Used by  Nazi Germany
Wars World War II
Production history
Designer Daimler-Benz
Designed 1936–39
Manufacturer Daimler-Benz, Krupp, Krauss-Maffei, Škoda
Produced 1937–45?
Number built approx. 4,000
Specifications (DB 10)
Weight 14,700 kg (32,400 lb)
Length 7.35 m (24 ft 1 in)
Width 2.5 m (8 ft 2 in)
Height 2.77 m (9 ft 1 in) overall
Crew 2 + 11

Engine Maybach HL 85 TUKRM 8.5L 12-cylinder water-cooled petrol
185 horsepower (188 PS)
Payload capacity 2,550 kg (5,620 lb)
Transmission 4 + 1 speed ZF
Suspension torsion bar
Ground clearance 40 cm (16 in)
Fuel capacity 250 litres (66 US gal)
250 km (160 mi) road
125 km (78 mi) cross-country
Speed 51 km/h (32 mph) road
21 km/h (13 mph) cross-country

The Sonderkraftfahrzeug 8 ("special motorized vehicle 8") was a German half-track that saw widespread use in World War II. Its main roles were as a prime mover for heavy towed guns such as the 21 cm Mörser 18, the 15 cm Kanone 18 and the 10.5 cm FlaK 38. Approximately 4,000 were produced between 1938 and 1945. It was used in every campaign fought by the Germans in World War II, notably the Invasion of Poland, the Battle of France, the Balkans Campaign, the Eastern Front, the North African Campaign, the Battle of Normandy and the Italian Campaign.
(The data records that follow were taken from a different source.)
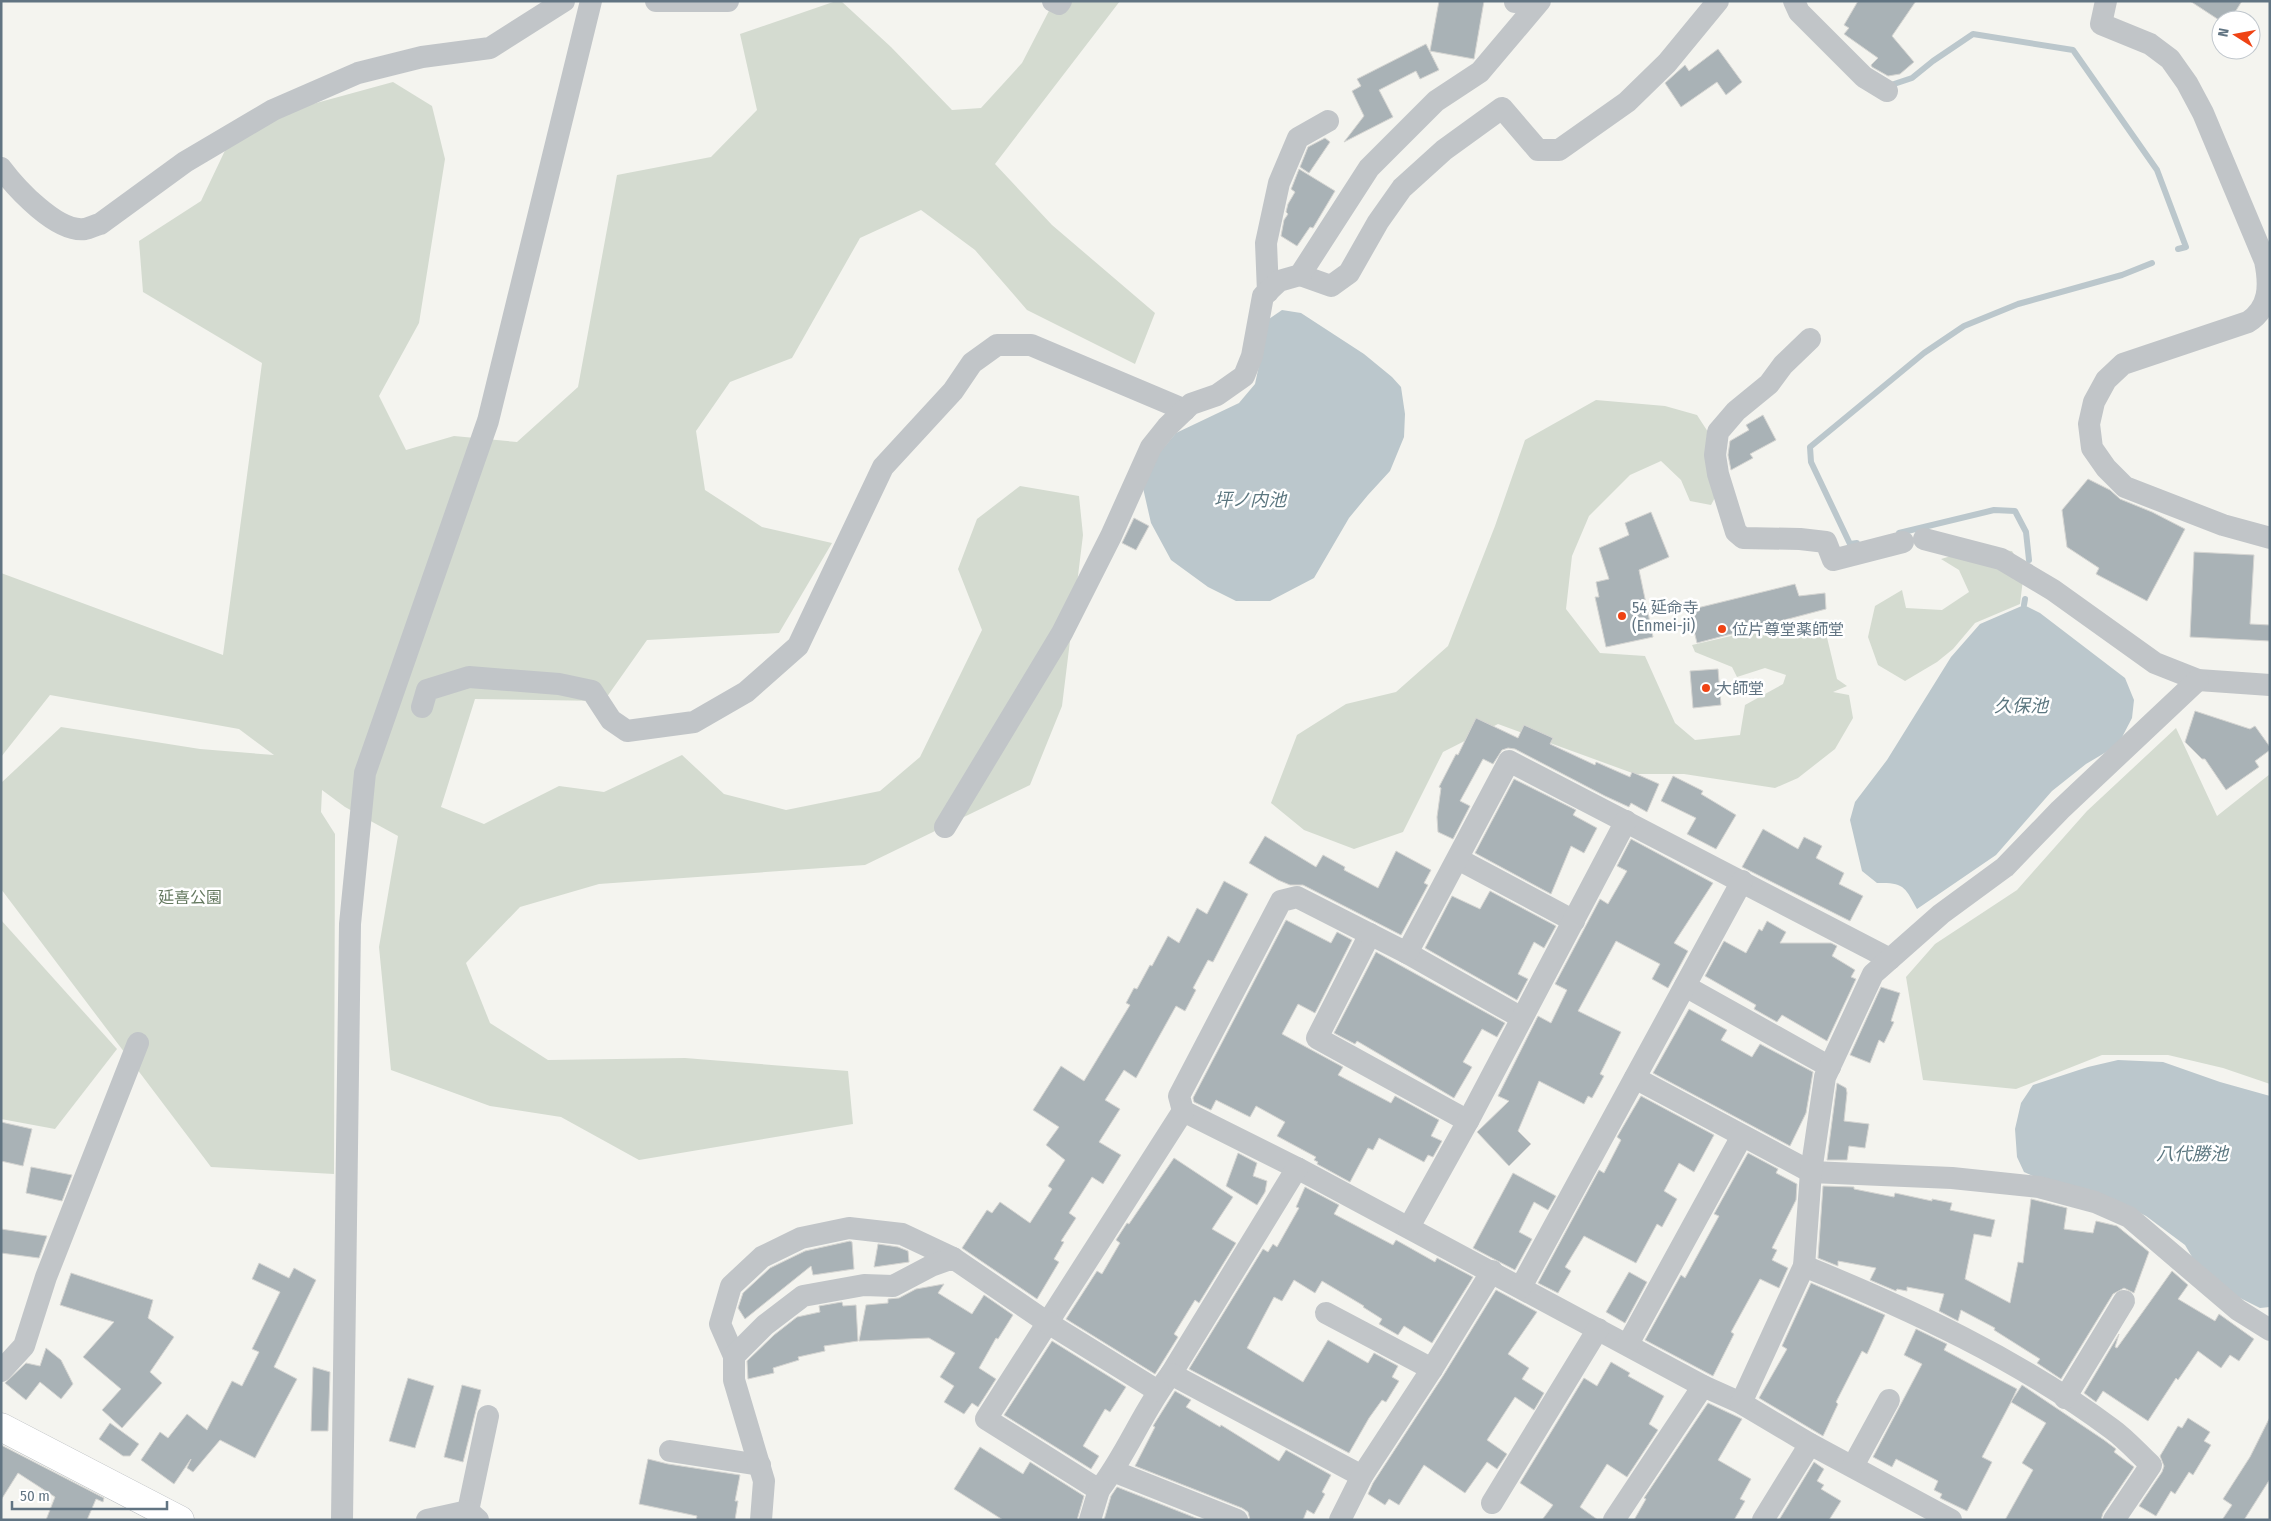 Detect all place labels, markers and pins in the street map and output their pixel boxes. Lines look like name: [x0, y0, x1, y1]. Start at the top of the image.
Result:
place label: 54 延命寺 (Enmei-ji): [1632, 598, 1699, 635]
marker: 54 延命寺 (Enmei-ji): [1616, 610, 1628, 622]
place label: 位片尊堂薬師堂: [1732, 620, 1844, 639]
marker: 位片尊堂薬師堂: [1716, 623, 1728, 635]
place label: 大師堂: [1716, 679, 1764, 698]
marker: 大師堂: [1700, 682, 1712, 694]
The Sd.Kfz. 8 had a ladder frame chassis. Power was provided by a Maybach 12-cylinder, water-cooled, 8.52 litre (520 cu in) HL 85 TUKRM gasoline engine of 185 horsepower (188 PS). It had a semi-automatic ZF transmission with four forward and one reverse gears. The driver selected the desired gear and initiated the shift by depressing the clutch. It had two fuel tanks, one of 40 litres (11 US gal) and the other of 210 litres (55 US gal) capacity.[1] Both tracks and wheels were used for steering. The steering system was set up so that shallow turns used only the wheels, but brakes would be applied to the tracks the farther the steering wheel was turned. The drive sprocket had rollers rather than the more common teeth. The rear suspension consisted of six double roadwheels, overlapping and interleaved in the usual Schachtellaufwerk system used for German half-track vehicles, mounted on swing arms sprung by torsion bars. An idler wheel, mounted at the rear of the vehicle, was used to control track tension. The front wheels had leaf springs and shock absorbers.[1]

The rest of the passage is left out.